Sebagaimana kaum laki-laki tidak semua optik perempuan selalu objektif dan positif. Adakalanya bersifat destruktif. Al-Qur’an adanya dua orang perempuan yang diadzab oleh Allah karena kedurhakaannya.
Pada hal keduanya isteri orang-orang yang shalih Mereka itu adalah Wali’ah, istri nabi Nuh As yang tenggelam bersamasama dengan orang-orang yang durhaka lainnya dan Walihah istri nabi Luth As yang juga diadzab Allah bersama-sama kaum nabi Luth lainnya yang melakukan liwath (persetubuhan sesama jenis kelamin) seperti kaum lesbian dan gay saat ini. Kedua orang perempuan tersebut tidak dapat diselamatkan sekalipun suaminya yaitu nabi Nuh dan nabi Luth As adalah utusan Allah. Masingmasing mempertanggungjawabkan sendiri keyakinan dan amal perbuatannya.

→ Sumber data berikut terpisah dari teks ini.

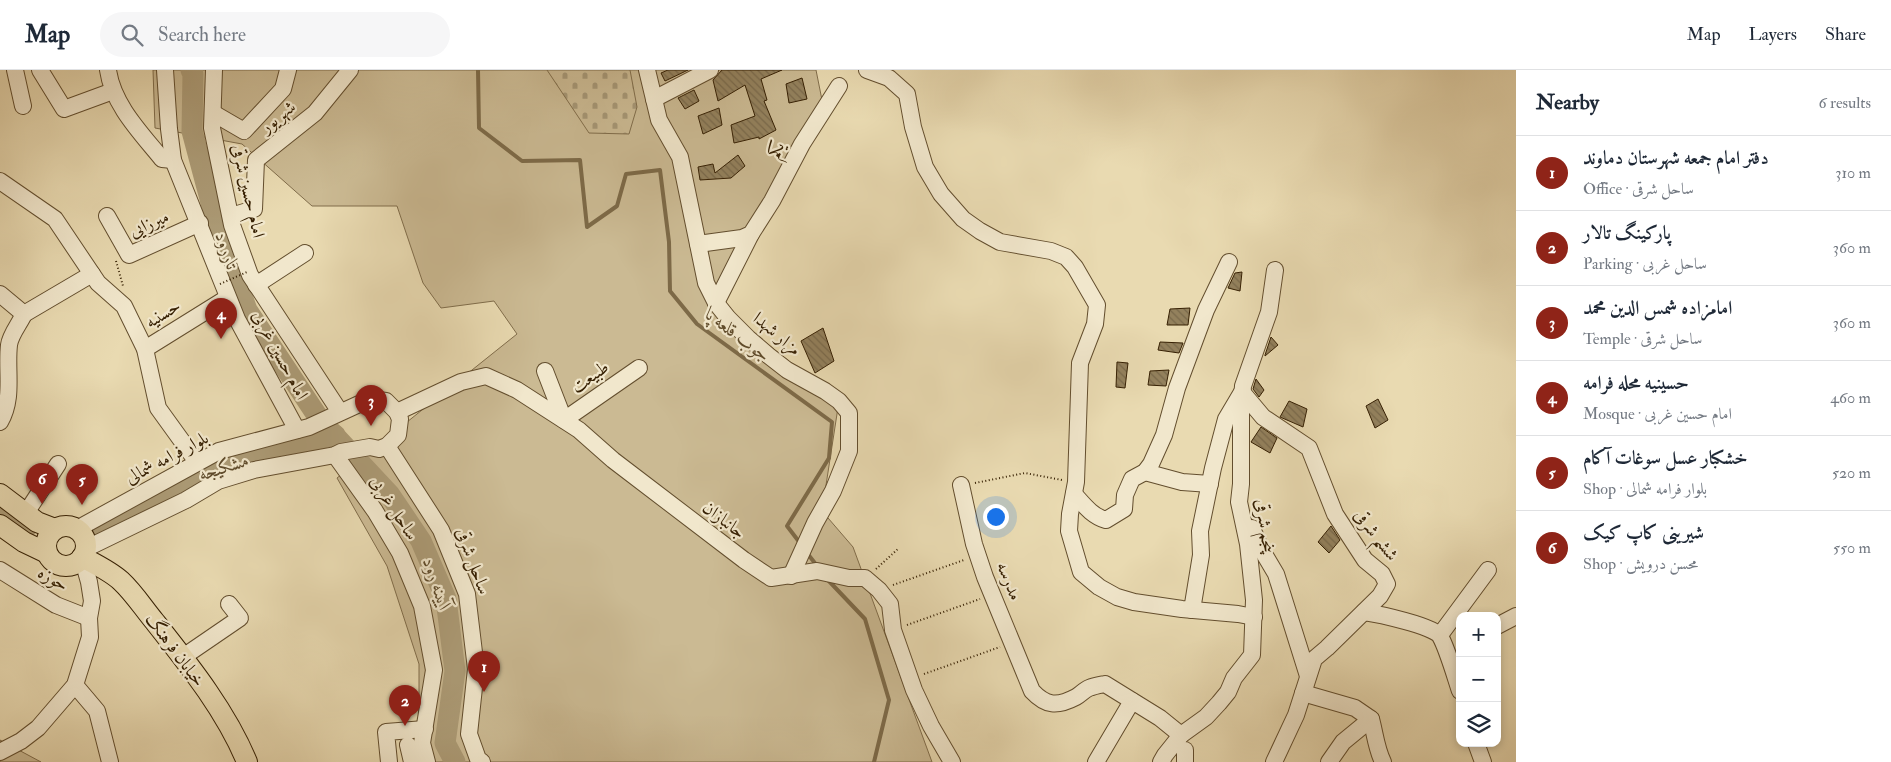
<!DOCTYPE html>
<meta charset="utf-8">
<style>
body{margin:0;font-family:"IM FELL Double Pica",Amiri,serif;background:#f6f6f7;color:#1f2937}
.controls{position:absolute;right:15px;bottom:15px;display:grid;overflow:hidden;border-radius:10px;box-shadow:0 2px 8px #0003}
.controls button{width:45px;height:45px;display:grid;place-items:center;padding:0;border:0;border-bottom:1px solid #e0e1e3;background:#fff;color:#1f2937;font:25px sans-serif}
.you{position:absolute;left:995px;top:446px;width:18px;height:18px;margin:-12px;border:4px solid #fff;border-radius:50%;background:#1a73e8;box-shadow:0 0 0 8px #1a73e833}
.badge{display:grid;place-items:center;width:32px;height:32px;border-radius:50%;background:#8f2418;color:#fff;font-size:16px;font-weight:700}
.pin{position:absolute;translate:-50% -41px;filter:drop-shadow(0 1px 2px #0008)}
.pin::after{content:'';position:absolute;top:26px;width:18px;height:15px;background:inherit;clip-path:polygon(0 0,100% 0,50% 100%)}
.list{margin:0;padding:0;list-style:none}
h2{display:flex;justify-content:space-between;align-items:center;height:65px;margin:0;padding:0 20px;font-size:21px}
h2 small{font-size:16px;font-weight:400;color:#747a83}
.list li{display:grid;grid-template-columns:32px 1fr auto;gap:15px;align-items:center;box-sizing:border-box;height:75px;padding:0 20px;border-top:1px solid #e0e1e3}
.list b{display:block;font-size:19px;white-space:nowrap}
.list p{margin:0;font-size:16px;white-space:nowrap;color:#747a83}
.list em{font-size:16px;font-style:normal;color:#747a83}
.icon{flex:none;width:28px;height:28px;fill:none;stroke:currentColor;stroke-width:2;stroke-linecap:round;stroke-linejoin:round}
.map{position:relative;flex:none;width:1516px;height:692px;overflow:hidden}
header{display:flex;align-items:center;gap:30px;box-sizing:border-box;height:70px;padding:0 25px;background:#fff;border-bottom:1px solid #e0e1e3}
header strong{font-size:24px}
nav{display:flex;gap:28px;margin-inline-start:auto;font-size:18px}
.search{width:350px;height:45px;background:#f6f6f7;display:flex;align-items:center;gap:12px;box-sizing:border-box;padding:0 18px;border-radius:28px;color:#747a83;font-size:19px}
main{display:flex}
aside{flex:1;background:#fff}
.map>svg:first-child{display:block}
.green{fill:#cbba93;stroke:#806d4b}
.cemetery{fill:url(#cemetery-stones);stroke:#806d4b}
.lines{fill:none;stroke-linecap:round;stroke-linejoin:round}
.stream{stroke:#7d6a48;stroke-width:4}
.river{stroke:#ac9b76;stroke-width:21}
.building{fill:url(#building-back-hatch);stroke:#362003}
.minor-casing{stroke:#634e2e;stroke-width:18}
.major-casing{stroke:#362003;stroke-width:22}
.path{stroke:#362003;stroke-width:2;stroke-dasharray:1 2.5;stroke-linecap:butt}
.minor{stroke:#f1e7cc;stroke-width:16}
.major{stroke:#e9dab1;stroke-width:20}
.path-bridge{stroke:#362003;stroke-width:2;stroke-dasharray:1 2.5;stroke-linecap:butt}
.labels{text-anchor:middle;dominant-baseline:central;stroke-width:4.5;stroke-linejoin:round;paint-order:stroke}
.street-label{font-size:18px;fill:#362003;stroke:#f1e7cc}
.water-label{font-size:19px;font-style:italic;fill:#5f4b2b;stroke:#f1e7cc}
</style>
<header>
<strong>Map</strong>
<div class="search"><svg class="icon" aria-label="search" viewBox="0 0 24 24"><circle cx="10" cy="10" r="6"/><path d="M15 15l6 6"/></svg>Search here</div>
<nav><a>Map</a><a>Layers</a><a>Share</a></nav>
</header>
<main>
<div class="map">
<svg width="1516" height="692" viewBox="0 0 1516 692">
<defs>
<pattern id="cemetery-stones" width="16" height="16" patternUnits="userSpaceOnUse" patternTransform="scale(1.25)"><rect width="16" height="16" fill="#cbba93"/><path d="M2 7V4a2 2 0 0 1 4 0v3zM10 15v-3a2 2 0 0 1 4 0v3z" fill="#a69776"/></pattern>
<pattern id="building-back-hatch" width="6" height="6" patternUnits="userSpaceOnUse" patternTransform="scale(1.25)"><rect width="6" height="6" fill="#93815d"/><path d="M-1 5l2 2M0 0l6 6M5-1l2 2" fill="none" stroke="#79694b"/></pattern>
</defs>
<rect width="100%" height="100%" fill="#e9dab1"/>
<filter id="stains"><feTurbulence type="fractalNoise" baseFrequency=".004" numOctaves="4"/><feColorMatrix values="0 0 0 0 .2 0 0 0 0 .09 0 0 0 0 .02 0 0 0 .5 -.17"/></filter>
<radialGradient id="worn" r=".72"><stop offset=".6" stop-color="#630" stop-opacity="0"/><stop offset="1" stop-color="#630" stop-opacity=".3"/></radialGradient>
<g class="green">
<path d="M153,0h663l8,40 -108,193 123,98 -17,110 31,36 79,215h-513v-98l-32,-98 -50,-88 180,-144 -23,-33 -53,7 -18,-25 -26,-77h-85l-70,-62 -87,-16z"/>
<path d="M0,670l41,22h-41z"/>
</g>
<path class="cemetery" d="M547,0h83l7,37 -8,27 -40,-1z"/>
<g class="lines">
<g class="stream">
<path d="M478,0l1,58 43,33 58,-1 7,67 30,-21 9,-32 34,-4 9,72 1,49 27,33 135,98 -3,36 -42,68 13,17"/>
<path d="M807,483l11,14"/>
<path d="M827,509l38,40 24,81 -15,62"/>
</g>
<g class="river">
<path d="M191,0l2,4 -1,57 26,98 29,81 73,110 70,75 31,46 25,58 9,72 -10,72 10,19"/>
<path d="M0,439l26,19"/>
<path d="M94,462l81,-44 28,-18 22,-8 110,-27"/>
</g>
</g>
<g class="building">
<path d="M668,0h20l-23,11 -4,-8z"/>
<path d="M722,0h60l-21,9 6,21 -3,1 12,29 -17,9v-2l-25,6 -3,-18 24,-9 -10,-31 -27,16 -5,-21z"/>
<path d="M802,8l5,21 -18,4 -3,-19z"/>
<path d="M694,20l5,11 -14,8 -7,-11z"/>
<path d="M719,38l3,17 -19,9 -5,-18z"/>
<path d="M738,85l7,11 -14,12 -31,2 -2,-13 15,-3 2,9z"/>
<path d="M1242,202l-2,19 -12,-3 7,-15z"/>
<path d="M1190,238l-2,17h-21l3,-16z"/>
<path d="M823,258l11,33 -19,12 -14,-32z"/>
<path d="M1271,267l7,8 -13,11v-1z"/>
<path d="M1160,272l23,1 -4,10 -21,-3z"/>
<path d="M1117,292l11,1 -3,25 -9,-1z"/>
<path d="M1169,300l-3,16 -18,-1 2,-14z"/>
<path d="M1256,309l8,11 -5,7 -6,-8z"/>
<path d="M1378,329l10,21 -13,8 -9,-22z"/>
<path d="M1289,331l18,8 -4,18 -23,-10z"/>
<path d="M1261,357l16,11 -7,15 -19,-11z"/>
<path d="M1331,456l9,14 -11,13 -11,-11z"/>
</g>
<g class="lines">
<defs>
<g id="minor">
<path d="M15,0l8,36"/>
<path d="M40,0l24,39 49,-18"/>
<path d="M108,0c5,35 33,63 54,89l11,1"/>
<path d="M165,0l4,59 4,31 64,159 60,111"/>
<path d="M214,0l-2,58 20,97 18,50 90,137"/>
<path d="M647,0l12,50 21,37 26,126 10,20 12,15 20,20 21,18 18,14 38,21 14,10 10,12v38l-16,40 -18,32 -24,53"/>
<path d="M867,0l22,8 18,16 6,33 12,40 16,27 22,25 17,12 20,11 51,9 15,6 9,10 22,38 -2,19 -15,39 -4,119 -6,32 -1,17 12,41 18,15 18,10 17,5 48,7 56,5 16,3"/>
<path d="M654,29l56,-29"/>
<path d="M213,43l31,18 39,-42 5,-19"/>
<path d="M0,111l55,38 43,64 26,23 21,43 13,59 39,54"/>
<path d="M107,146l22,39 71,-32"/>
<path d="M231,146l23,-7 2,-49 59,-47 35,-43"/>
<path d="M698,174l44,-6 9,-4 21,-33 30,-57 37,-58"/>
<path d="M256,215l49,-32"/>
<path d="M0,224l24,20"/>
<path d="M716,233l35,-69"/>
<path d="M24,244l68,-40"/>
<path d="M145,279l82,-51"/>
<path d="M545,301l19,49 75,-52"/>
<path d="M397,342l64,-30 25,-6 31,14 62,40 34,30 131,100 27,18 46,-7 32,7h16l14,12 11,14 3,26 21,60 17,36 21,36"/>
<path d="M0,352c14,-24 6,-51 9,-77 1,-10 11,-22 15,-31"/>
<path d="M387,376l54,84 26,64 9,75 -7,65 9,25 4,3"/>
<path d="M335,385l40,56 25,42 22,53 12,64 -12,73 5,19"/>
<path d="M1145,402l37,10 28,2"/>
<path d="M961,415l13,59 11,33 47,114c14,15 25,16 44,6 4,-2 8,-7 13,-9 5,-2 11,-3 16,-4l55,34 21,17 -16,20 -4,7"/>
<path d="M1074,424c10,11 18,22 32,26l18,-11 1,-14 7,-16 13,-7 6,-8 13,-29 13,-47 29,-78 23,-48"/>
<path d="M26,443l32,-49"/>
<path d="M1252,458l8,19 16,27 32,102"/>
<path d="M77,459l142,-78 90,-24 61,-28 16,2 11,11 3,7 -2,16 -11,11 -8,3 -9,-2 -29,5 -6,3 -81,15 -36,11 -32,19 -101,49"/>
<path d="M0,500l56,35 33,13"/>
<path d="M1192,540l9,-55 -1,-24 13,-63 13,-49 16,-27 21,25 46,31 26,66 30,46 17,14 5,10 -7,12 -53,52 -13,11 -18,56 -22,47"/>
<path d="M1364,542c14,2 70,14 76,24 7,12 15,40 20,55"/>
<path d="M1497,556l19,-10"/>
<path d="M1440,565l48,-65"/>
<path d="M183,587l57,-39 -11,-14"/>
<path d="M75,615l22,26 13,51"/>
<path d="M1303,623l52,15 16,11 -28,23 -14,20"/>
<path d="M1371,649c4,14 5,29 12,43"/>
<path d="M1181,665l25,-18 13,-14 9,-11 6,-14 18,-23 2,-55 -6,-56 -9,-42 2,-18v-73l2,-25 26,-74 6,-42"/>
<path d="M1476,673l7,19"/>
<path d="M408,675l4,17"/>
<path d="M1185,680v12"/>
<path d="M0,682l21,-11 17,-13 37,-43 15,-48 -1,-19 3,-17 -3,-19 -7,-25"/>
<path d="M389,692l-3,-30 39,-3"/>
<path d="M1096,692l36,-61"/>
</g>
<g id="major">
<path d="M0,424l37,28 18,7"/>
<path d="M0,455l24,17 23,11"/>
<circle cx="66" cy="476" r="20"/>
<path d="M82,487c13,7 28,14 39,24 13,12 23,28 34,41 34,43 71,89 92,140"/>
</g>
</defs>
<use href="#minor" class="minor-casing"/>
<use href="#major" class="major-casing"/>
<g class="path">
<path d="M116,191l7,25"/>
<path d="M975,413l50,-10 37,7"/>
<path d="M876,499l23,-21"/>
<path d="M893,515l71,-25"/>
<path d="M907,555l73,-26"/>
<path d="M924,604l76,-27"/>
</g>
<use href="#minor" class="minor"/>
<use href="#major" class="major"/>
<path class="path-bridge" d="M220,214l27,-12"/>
</g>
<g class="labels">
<g class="street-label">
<text transform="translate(278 47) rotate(-39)">شهریور</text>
<text transform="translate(776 80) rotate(-62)">یکم</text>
<text transform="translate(248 121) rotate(77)">امام حسین شرقی</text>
<text transform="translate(149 154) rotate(-24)">میرزایی</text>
<text transform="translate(163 244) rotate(-31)">حسنیه</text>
<text transform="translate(777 264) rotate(40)">مزار شهدا</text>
<text transform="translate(280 285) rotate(62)">امام حسین غربی</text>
<text transform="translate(590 307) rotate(-35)">طبیعت</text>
<text transform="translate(167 388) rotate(-28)">بلوار فرامه شمالی</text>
<text transform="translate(394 438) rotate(57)">ساحل غربی</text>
<text transform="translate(724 450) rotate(37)">جانبازان</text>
<text transform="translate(1265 456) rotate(82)">پنجم شرقی</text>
<text transform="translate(1376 465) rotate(52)">ششم شرقی</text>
<text transform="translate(473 491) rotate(70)">ساحل شرقی</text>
<text transform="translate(53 509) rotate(30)">حوزه</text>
<text transform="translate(1009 511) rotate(68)">مدرسه</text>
<text transform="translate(175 580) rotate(53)">خیابان فرهنگ</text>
</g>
<g class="water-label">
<text transform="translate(227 181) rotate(71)">تاررود</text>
<text transform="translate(738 265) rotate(37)">جوب قلعه پا</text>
<text transform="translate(224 397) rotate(-18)">مشکیجه</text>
<text transform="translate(437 514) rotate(71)">آیینه رود</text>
</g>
</g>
<rect width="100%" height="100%" filter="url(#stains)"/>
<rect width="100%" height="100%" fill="url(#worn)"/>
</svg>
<div class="controls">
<button>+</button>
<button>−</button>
<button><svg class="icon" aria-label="layers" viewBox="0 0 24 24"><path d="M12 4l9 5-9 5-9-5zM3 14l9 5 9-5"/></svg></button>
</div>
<div class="you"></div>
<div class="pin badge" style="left:484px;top:622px">1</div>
<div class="pin badge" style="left:405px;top:656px">2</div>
<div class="pin badge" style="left:371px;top:356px">3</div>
<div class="pin badge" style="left:221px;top:269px">4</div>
<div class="pin badge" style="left:82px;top:435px">5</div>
<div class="pin badge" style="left:42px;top:434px">6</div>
</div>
<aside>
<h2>Nearby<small>6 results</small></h2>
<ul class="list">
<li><span class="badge">1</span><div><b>دفتر امام جمعه شهرستان دماوند</b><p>Office · ساحل شرقی</p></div><em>310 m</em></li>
<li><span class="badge">2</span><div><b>پارکینگ تالار</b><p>Parking · ساحل غربی</p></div><em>360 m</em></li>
<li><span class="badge">3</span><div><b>امامزاده شمس الدین محمد</b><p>Temple · ساحل شرقی</p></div><em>360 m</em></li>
<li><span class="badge">4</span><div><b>حسینیه محله فرامه</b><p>Mosque · امام حسین غربی</p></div><em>460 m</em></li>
<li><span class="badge">5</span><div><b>خشکبار عسل سوغات آکام</b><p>Shop · بلوار فرامه شمالی</p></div><em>520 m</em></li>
<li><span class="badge">6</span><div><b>شیرینی کاپ کیک</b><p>Shop · محسن درویش</p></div><em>550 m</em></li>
</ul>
</aside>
</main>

Sebaliknya dalam ayat 11 surat yang sama disebutkan adanya seorang yang beragama monoteisme -tauhid- beriman kepada Allah yang maha esa, walaupun suaminya yaitu Raja Fir’aun kafir dan mengaku dirinya sebagai tuhan yang minta disembah. Pada ayat 12 surat at-Tahrim berbeda lagi.

Dalam keadaan menyendiri tanpa suami, seorang perempuan bernama Maryam binti Imran ditetapkan oleh Allah sebagai perempuan suci yang senantiasa mengabdi dan beribadah kepada Allah. Tapi kemudia ia dikaruniai anak pada hal tidak bersuami.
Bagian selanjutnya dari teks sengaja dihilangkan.